- _Your instructions_
In the entries below, find the lines that contain the word "halo" and copy them.

[Stored data entries]
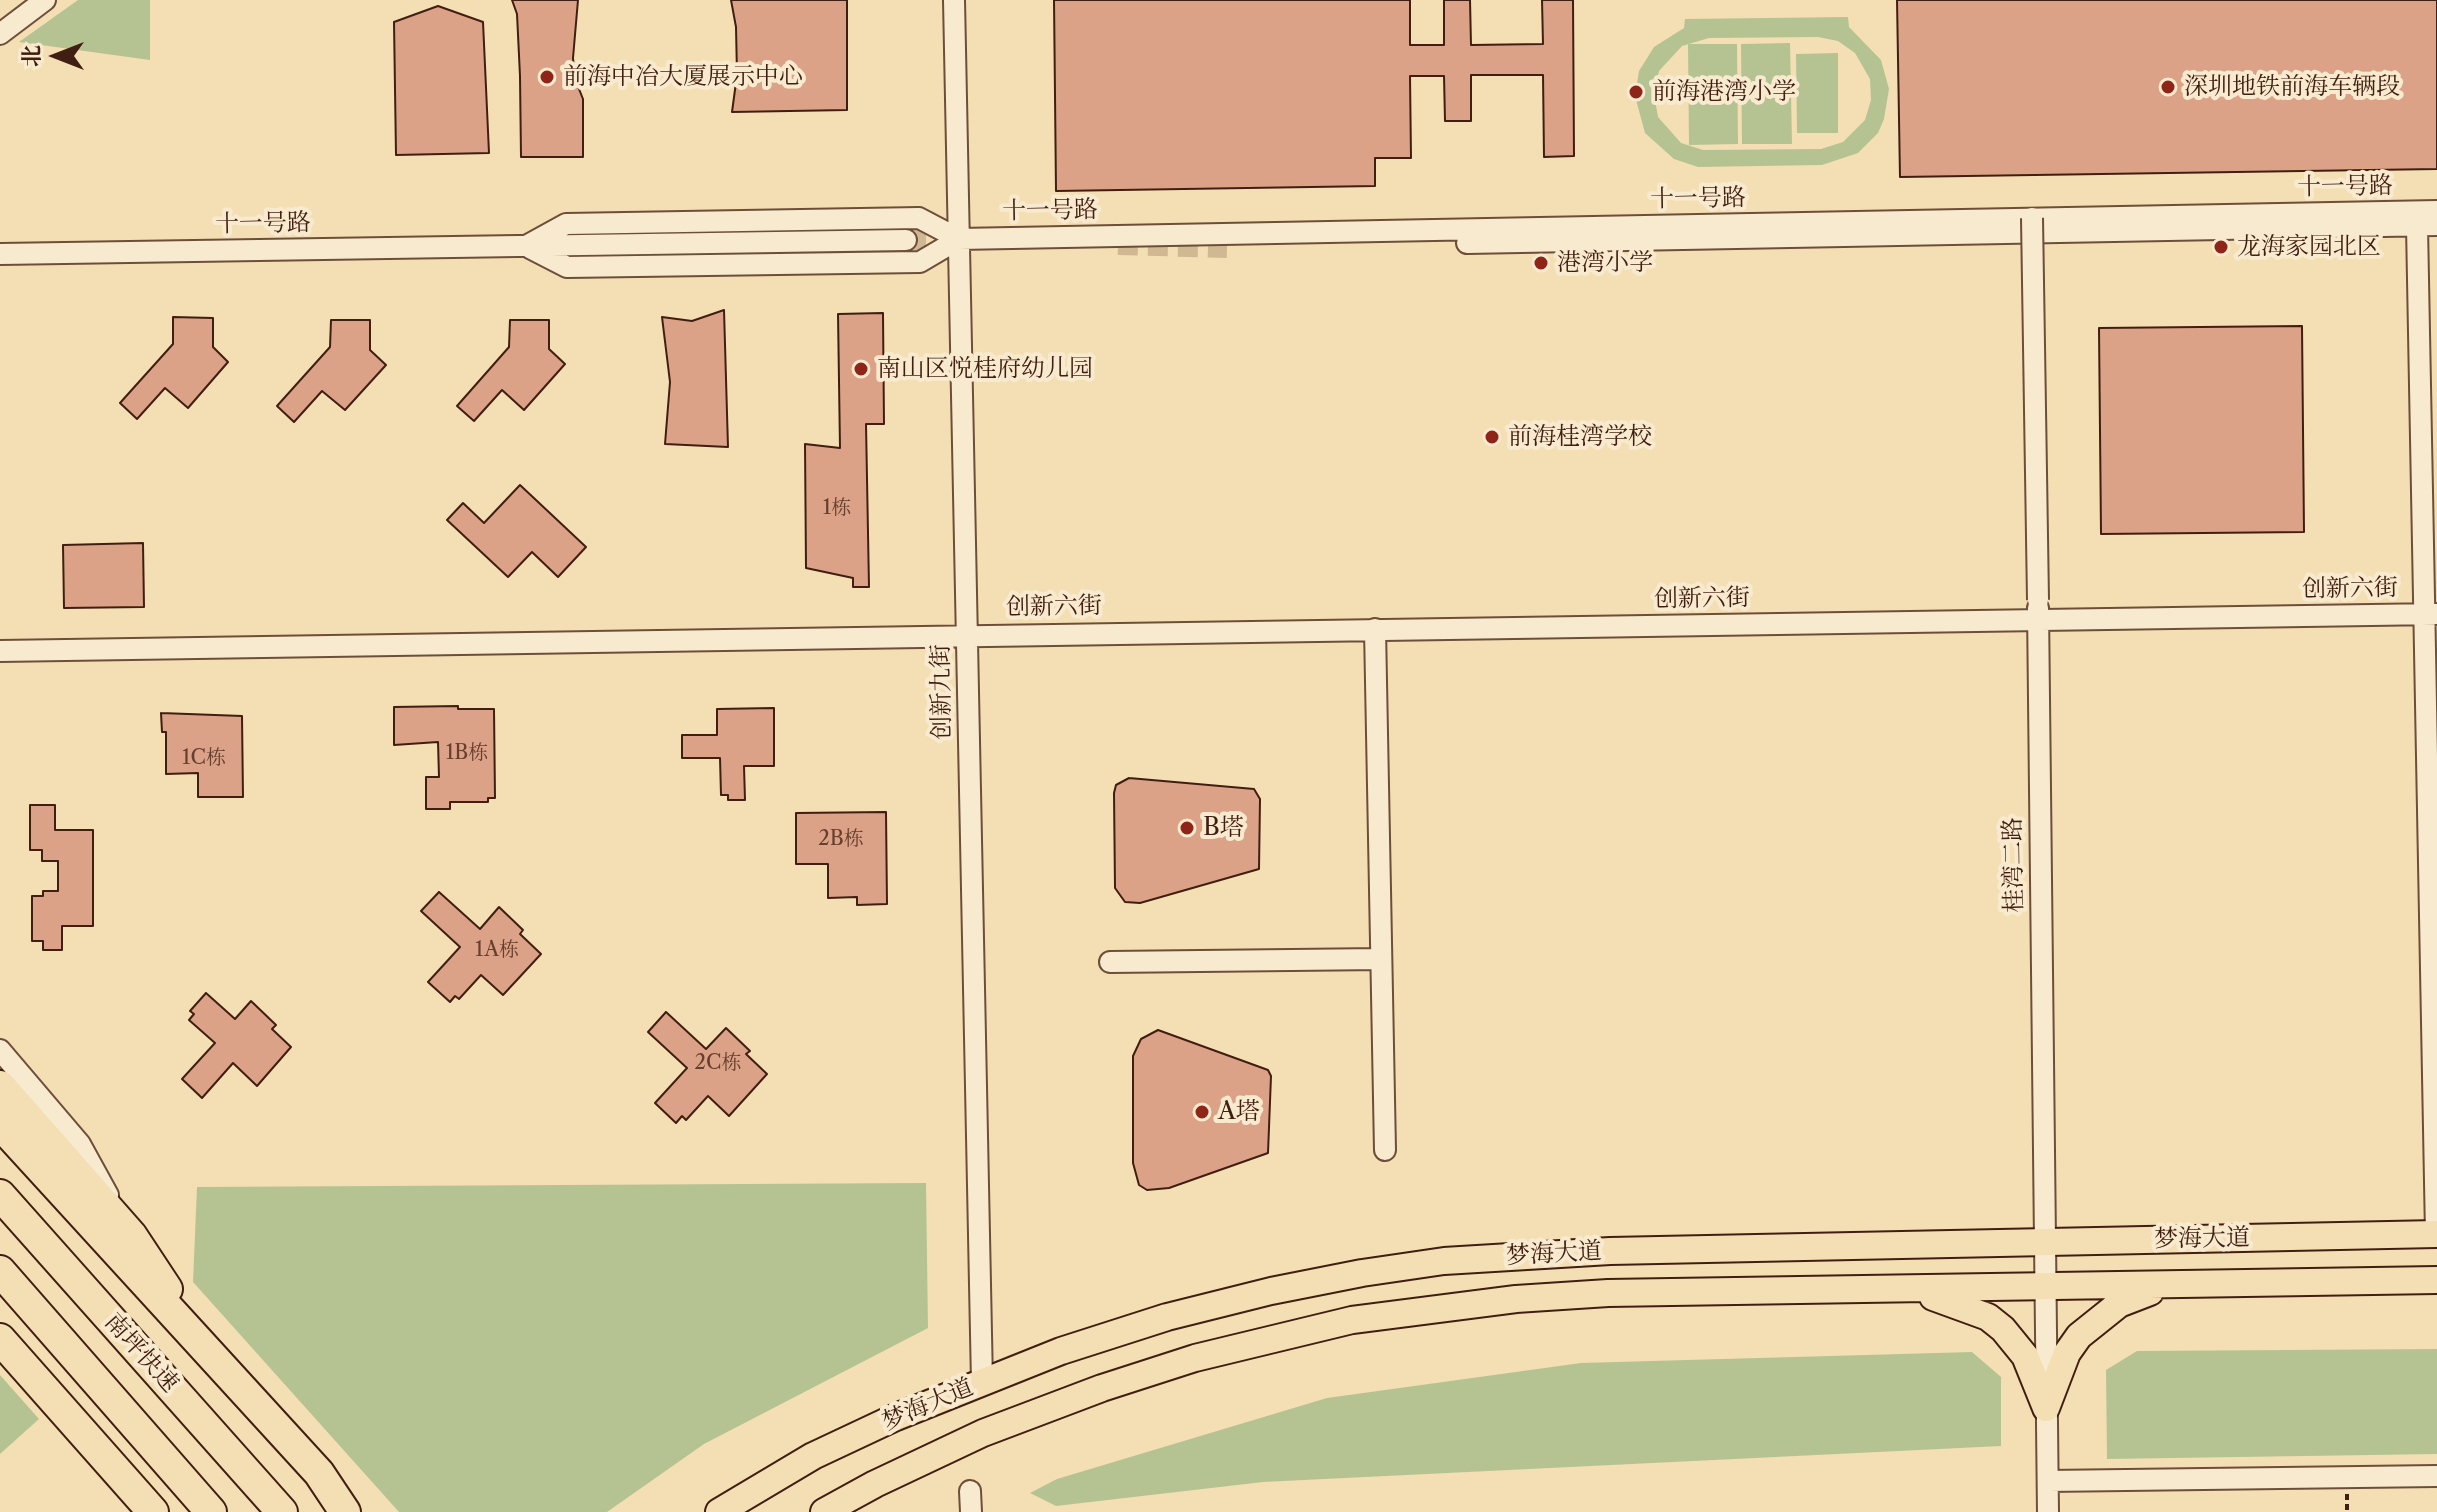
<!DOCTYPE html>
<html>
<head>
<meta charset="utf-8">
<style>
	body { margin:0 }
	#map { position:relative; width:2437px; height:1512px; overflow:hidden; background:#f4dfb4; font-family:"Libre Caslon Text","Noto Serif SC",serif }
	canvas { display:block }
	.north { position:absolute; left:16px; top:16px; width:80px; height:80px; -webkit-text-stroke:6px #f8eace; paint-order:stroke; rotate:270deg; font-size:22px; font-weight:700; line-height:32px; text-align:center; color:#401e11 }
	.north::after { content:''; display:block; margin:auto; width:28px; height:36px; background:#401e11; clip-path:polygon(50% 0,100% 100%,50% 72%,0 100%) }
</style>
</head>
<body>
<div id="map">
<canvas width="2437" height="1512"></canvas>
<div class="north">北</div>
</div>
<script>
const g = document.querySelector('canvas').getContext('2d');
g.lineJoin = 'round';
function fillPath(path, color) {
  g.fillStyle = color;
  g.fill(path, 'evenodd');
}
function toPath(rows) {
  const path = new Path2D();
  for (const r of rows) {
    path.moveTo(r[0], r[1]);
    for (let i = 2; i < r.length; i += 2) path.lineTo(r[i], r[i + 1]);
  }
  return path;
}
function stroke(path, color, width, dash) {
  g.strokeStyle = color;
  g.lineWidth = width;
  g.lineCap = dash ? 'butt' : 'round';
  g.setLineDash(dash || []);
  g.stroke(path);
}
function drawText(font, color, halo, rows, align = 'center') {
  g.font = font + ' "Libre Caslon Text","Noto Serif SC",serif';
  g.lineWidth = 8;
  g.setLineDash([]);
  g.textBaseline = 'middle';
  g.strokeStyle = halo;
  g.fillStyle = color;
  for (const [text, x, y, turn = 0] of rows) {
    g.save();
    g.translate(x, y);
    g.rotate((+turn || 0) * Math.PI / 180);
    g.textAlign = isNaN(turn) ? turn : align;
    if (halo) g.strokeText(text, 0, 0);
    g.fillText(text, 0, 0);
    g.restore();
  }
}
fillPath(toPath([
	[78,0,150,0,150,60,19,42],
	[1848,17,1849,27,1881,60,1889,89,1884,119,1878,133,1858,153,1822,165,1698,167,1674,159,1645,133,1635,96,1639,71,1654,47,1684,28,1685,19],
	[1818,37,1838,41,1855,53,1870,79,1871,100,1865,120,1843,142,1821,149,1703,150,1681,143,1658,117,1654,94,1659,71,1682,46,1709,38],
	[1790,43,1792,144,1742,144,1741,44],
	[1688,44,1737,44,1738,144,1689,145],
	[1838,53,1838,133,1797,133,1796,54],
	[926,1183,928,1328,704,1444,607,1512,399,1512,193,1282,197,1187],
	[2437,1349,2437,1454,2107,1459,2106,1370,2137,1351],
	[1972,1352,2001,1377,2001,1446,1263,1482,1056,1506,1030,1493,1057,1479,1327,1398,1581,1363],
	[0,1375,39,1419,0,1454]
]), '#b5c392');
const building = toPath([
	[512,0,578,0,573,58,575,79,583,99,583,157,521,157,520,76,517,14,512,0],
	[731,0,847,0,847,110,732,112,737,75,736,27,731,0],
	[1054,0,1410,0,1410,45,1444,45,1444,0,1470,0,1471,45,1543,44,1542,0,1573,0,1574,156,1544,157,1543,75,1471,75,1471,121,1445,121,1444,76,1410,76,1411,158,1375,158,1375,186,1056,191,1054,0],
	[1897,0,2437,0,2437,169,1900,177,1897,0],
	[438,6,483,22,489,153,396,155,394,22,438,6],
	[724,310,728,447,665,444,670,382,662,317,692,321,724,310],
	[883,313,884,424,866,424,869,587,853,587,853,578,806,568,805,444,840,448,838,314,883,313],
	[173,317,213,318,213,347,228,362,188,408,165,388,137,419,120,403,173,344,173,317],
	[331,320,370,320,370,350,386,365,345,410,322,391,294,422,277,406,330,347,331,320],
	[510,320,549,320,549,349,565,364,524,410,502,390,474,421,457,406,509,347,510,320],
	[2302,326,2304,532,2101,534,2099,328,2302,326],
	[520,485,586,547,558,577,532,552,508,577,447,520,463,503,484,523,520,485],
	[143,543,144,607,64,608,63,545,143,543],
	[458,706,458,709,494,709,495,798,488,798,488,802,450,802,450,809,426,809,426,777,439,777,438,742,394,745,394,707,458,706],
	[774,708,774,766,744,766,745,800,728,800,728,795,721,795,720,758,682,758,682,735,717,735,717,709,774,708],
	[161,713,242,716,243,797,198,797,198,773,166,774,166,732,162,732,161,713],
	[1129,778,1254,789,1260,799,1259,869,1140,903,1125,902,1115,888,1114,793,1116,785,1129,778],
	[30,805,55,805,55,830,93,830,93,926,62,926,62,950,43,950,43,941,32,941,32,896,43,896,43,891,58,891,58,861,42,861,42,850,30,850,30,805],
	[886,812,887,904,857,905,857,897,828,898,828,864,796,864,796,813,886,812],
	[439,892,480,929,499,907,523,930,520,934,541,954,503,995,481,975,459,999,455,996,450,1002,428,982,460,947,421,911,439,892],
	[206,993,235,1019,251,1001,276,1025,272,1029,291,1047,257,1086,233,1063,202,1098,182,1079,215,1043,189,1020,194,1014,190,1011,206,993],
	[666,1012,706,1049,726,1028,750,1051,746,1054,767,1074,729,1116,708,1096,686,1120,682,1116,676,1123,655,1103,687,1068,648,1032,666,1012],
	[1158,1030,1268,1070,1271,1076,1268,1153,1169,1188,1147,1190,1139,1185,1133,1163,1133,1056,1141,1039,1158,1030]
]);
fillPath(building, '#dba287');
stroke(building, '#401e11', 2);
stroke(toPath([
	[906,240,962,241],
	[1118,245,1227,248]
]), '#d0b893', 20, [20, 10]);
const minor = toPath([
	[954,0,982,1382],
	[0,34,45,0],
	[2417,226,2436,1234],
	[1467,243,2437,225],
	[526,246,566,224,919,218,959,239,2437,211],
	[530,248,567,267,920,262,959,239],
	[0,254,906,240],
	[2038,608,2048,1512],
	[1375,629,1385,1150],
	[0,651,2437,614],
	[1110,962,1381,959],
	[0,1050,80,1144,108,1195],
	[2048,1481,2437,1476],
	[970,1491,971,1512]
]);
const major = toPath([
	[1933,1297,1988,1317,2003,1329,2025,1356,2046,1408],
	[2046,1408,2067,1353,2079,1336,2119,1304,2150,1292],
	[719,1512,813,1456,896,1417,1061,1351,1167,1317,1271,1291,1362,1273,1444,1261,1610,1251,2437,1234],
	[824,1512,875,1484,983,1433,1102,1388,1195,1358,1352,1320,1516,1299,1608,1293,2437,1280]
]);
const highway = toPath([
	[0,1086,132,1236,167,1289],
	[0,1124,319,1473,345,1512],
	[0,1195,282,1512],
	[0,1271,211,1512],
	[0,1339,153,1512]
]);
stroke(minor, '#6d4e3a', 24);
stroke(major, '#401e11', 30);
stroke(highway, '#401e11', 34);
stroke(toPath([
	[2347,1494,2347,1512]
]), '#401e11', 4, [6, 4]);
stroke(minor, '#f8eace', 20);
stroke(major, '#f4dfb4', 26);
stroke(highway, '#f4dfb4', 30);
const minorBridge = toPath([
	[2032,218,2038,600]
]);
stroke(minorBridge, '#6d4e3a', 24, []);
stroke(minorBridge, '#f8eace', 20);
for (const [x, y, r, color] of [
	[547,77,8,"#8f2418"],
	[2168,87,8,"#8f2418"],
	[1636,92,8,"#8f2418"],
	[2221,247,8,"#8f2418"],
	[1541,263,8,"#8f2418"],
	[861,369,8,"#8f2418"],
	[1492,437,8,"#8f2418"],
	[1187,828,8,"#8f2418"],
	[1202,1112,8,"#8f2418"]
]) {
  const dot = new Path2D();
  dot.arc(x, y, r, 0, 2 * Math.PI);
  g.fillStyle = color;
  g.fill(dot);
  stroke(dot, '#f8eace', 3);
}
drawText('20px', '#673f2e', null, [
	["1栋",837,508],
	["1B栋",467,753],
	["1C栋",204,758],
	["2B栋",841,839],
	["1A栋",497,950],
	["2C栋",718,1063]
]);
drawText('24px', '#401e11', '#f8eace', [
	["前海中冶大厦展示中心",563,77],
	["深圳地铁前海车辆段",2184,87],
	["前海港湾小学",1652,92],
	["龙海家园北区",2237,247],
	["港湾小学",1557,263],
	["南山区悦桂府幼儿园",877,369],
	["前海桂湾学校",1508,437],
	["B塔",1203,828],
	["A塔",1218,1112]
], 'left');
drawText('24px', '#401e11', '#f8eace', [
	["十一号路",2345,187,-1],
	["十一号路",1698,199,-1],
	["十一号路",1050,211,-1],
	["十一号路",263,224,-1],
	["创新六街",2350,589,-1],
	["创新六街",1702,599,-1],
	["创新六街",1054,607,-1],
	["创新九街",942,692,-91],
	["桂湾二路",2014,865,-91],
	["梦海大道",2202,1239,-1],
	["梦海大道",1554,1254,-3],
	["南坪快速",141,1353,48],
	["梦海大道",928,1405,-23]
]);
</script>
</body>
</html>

- _Exercise result_
function drawText(font, color, halo, rows, align = 'center') {
  g.strokeStyle = halo;
    if (halo) g.strokeText(text, 0, 0);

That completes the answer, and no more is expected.